• EXERCISE DESCRIPTION: Once you reach the line containing "context.strokeStyle = color;" in the entries below, write out that line and each one after it down to the line containing "context.textBaseline = 'middle';", exactly and with nothing added.

(AVAILABLE RECORDS begins)

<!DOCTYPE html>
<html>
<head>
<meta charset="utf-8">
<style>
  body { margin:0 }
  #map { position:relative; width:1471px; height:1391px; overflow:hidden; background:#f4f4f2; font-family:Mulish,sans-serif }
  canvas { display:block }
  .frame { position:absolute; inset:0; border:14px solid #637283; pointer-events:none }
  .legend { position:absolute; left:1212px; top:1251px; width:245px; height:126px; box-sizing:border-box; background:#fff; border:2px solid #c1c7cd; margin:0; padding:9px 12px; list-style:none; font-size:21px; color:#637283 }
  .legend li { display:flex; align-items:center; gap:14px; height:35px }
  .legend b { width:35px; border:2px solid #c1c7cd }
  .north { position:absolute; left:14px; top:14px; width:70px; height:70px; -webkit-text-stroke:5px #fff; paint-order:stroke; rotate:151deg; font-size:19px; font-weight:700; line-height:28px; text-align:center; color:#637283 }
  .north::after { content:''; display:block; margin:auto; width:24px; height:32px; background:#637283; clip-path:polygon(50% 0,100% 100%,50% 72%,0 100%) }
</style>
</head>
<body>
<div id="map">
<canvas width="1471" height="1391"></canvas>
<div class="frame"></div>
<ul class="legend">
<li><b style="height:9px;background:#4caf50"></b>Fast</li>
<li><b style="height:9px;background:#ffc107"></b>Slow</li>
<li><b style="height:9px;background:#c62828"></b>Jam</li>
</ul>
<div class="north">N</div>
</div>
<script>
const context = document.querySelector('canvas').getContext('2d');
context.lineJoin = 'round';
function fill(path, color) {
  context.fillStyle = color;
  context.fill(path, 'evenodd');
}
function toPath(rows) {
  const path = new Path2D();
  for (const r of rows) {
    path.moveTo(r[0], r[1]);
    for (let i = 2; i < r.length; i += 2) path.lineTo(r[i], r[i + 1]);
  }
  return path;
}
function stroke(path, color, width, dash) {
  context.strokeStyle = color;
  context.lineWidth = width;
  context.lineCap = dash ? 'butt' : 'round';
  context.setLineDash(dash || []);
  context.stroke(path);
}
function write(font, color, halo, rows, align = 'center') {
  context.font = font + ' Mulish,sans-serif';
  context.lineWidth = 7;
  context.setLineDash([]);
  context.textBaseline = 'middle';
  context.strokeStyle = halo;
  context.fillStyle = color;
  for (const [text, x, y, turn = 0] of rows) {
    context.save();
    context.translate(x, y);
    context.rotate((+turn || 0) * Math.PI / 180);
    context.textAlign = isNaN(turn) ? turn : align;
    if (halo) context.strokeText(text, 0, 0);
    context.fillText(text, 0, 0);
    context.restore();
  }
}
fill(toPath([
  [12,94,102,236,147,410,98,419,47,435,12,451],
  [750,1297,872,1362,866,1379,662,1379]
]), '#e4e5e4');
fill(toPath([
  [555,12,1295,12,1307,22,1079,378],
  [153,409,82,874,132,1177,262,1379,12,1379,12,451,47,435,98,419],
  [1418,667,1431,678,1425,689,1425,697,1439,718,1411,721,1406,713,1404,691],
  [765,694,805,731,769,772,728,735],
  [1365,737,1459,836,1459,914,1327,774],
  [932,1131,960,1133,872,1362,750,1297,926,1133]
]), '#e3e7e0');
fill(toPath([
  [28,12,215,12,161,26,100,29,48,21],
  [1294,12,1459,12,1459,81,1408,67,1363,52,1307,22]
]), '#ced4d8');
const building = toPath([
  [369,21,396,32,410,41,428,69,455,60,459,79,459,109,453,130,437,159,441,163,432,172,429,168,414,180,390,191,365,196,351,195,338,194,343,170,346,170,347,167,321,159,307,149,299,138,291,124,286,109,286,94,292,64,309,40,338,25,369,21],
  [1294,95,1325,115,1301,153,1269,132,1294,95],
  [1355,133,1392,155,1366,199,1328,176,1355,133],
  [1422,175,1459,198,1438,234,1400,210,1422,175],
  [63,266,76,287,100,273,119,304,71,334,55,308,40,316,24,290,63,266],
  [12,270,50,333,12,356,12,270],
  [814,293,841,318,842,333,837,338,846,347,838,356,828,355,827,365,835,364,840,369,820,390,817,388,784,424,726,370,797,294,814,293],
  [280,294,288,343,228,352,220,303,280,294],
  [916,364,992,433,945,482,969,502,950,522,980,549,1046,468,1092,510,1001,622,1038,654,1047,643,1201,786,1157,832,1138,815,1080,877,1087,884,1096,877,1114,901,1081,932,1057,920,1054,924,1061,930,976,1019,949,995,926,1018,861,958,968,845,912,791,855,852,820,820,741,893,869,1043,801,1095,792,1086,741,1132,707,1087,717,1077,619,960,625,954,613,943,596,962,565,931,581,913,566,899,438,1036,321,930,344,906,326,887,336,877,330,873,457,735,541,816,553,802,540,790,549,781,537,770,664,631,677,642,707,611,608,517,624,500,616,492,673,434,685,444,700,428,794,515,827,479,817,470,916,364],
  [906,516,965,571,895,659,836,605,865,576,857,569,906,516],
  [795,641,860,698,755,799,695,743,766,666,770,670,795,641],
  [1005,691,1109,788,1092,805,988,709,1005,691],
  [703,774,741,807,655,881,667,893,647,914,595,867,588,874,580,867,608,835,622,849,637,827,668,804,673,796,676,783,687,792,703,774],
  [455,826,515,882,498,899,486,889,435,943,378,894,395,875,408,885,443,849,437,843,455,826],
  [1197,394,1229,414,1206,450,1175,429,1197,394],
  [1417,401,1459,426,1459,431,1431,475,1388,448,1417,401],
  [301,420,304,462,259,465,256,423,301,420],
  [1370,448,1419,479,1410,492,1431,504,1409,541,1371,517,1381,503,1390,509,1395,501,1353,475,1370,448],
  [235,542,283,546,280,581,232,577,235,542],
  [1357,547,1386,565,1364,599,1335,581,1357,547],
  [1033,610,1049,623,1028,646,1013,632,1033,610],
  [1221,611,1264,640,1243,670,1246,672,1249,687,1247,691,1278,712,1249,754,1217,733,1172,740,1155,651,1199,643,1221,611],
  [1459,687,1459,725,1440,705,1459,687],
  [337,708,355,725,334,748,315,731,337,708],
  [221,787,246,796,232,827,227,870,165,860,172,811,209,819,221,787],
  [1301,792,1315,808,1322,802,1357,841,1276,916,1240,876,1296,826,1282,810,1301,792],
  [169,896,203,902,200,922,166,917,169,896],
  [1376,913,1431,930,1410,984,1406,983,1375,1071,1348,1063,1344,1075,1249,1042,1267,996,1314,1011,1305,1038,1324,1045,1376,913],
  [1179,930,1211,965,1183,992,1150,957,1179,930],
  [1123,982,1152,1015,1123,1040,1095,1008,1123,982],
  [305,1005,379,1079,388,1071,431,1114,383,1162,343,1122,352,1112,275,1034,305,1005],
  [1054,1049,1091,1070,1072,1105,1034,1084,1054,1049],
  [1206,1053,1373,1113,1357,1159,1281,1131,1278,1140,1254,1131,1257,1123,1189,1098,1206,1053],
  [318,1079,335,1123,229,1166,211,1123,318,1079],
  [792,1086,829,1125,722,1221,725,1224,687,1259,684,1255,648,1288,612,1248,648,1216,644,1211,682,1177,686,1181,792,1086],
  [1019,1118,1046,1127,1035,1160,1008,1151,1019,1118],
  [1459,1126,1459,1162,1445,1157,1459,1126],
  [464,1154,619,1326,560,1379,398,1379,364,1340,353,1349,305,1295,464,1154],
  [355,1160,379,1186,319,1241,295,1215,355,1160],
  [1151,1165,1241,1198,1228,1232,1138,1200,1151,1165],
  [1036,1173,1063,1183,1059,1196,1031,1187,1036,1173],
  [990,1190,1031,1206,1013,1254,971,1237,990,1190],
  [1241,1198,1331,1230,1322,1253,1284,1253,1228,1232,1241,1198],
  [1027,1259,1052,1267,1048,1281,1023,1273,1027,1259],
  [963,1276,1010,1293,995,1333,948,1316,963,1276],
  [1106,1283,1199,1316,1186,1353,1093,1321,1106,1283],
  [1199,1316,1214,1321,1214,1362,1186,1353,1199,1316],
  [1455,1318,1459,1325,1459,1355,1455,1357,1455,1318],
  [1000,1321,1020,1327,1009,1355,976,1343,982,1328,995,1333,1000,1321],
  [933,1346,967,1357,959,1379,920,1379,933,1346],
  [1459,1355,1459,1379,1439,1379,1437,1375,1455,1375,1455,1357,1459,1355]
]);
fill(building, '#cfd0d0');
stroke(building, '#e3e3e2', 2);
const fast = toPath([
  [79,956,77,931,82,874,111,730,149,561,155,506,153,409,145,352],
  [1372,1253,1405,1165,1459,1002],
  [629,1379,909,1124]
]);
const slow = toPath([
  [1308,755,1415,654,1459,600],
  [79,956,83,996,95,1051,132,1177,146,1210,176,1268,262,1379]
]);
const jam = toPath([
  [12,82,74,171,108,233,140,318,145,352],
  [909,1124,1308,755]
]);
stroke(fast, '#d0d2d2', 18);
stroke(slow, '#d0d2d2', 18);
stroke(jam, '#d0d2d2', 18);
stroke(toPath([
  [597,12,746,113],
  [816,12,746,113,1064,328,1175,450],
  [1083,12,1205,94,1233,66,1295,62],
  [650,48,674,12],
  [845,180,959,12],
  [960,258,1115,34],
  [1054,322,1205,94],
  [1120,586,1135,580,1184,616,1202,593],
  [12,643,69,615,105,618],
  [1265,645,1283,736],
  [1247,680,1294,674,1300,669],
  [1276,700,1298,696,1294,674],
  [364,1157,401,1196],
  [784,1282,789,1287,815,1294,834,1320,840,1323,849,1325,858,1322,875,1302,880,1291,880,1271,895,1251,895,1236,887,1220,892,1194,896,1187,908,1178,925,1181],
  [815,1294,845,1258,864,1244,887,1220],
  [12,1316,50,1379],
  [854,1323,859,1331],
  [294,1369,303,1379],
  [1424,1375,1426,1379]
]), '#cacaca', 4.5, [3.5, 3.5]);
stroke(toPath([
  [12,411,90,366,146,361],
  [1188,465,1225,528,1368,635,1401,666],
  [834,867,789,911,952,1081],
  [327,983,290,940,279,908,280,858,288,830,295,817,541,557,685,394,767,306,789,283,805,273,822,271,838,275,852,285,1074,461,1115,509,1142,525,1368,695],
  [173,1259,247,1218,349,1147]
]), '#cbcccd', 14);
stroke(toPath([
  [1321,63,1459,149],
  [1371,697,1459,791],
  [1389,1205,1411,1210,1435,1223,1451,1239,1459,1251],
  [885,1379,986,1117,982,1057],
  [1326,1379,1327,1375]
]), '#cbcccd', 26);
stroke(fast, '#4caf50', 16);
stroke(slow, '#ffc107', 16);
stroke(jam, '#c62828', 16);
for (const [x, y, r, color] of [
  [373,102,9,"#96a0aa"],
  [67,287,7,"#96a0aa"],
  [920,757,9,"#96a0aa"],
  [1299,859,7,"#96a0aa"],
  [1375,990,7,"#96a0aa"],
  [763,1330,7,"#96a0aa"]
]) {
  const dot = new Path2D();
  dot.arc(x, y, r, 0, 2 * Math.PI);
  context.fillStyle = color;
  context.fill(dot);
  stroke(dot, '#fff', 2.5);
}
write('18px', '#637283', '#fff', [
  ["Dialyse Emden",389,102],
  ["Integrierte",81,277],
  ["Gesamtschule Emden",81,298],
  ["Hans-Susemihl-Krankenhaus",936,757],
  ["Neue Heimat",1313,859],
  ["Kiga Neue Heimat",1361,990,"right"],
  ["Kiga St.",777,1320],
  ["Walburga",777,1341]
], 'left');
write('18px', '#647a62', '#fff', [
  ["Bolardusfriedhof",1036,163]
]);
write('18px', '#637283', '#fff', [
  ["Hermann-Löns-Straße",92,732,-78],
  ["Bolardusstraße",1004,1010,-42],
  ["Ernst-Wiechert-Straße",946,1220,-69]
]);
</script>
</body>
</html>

(AVAILABLE RECORDS ends)

• RESPONSE BOX:
  context.strokeStyle = color;
  context.lineWidth = width;
  context.lineCap = dash ? 'butt' : 'round';
  context.setLineDash(dash || []);
  context.stroke(path);
}
function write(font, color, halo, rows, align = 'center') {
  context.font = font + ' Mulish,sans-serif';
  context.lineWidth = 7;
  context.setLineDash([]);
  context.textBaseline = 'middle';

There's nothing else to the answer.